The facts are stated' in the opinion of the court.
SLOANE, J.
This appeal is taken under the alternative plan. It involves a typewritten transcript of 370 pages, one hundred typewritten pages of pleadings, including an original and four amended complaints, a cross-complaint and full complement of demurrers, motions, and answers, and represents the activities of several resourceful lawyers. In the final analysis, however, it seems to resolve itself into a simple action on the cross-complaint to recover on a promissory note, and an answer thereto setting up fraud in procuring the execution of the note, failure of consideration and denial of cross-complainants’ ownership of the note. The original action was abandoned. The judgment appealed from is on the cross-complaint in favor of the cross-defendant, Henry Lawrence, the maker of the note, under findings of the court to the effect that he executed the note in question, which was made payable to his own order, indorsed by himself, and delivered to the cross-complainants, S. H. Ward and R. H. Mullineaux, as agents of the M. M. & W. Syndicate, a corporation, which was not a party to the action. The court further found that the note was given without consideration, and without a meeting of the minds of the parties and, that cross-complainants, appellants here, did not become the owners of it. The findings were against the fraudulent misrepresentations and inducements set out in the answer to the cross-complaint, but held that the respondent did not read the note before signing it, or know its nature or contents, but signed it in the belief that he was signing an option whereby he was agreeing to sell certain shares of stock in a corporation.
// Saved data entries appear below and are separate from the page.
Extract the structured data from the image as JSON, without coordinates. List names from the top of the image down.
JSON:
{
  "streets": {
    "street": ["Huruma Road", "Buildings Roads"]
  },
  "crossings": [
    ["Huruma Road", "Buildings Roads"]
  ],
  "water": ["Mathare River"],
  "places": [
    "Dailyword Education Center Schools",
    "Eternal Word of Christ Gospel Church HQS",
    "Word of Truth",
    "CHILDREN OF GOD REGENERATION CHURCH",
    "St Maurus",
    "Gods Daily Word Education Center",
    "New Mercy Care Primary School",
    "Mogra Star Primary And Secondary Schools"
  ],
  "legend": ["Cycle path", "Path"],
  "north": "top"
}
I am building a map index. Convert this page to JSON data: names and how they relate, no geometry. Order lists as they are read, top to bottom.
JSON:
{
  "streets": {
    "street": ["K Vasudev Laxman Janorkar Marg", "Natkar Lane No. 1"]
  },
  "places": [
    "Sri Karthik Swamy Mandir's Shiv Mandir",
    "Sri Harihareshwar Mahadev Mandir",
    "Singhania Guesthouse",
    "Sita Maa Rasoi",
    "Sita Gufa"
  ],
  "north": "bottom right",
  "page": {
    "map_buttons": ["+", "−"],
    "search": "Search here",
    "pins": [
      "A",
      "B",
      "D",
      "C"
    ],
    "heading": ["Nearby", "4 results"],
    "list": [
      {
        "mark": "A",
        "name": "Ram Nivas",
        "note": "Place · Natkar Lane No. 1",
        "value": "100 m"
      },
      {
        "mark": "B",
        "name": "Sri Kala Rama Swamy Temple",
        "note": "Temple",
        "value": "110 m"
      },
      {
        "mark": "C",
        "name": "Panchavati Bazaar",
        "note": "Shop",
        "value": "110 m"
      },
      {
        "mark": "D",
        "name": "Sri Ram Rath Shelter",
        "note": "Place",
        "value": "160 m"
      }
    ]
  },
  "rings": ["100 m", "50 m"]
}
There is much evidence in the record—taking into account the apparent stupidity and lack of comprehension of the respondent, and the fact that he was a foreigner without much business experience—which might have justified a finding that the note was executed through fraud and misrepre
[412]
sentation. But in the absence of a finding of such fraud, the circumstances of the signing and indorsement of the note by respondent were such as would establish a valid obligation; and the contract signed by him and the receipt for his note in payment of the corporate stock for which it was given show a complete meeting of the minds of the parties to the transaction, and that the note was given in consideration of the purchase of this corporate stock. The certificate of stock having been issued to respondent and left at his house for him in pursuance of the contract, constituted a sufficient delivery, which was not defeated by his refusal to retain it and its return to appellants.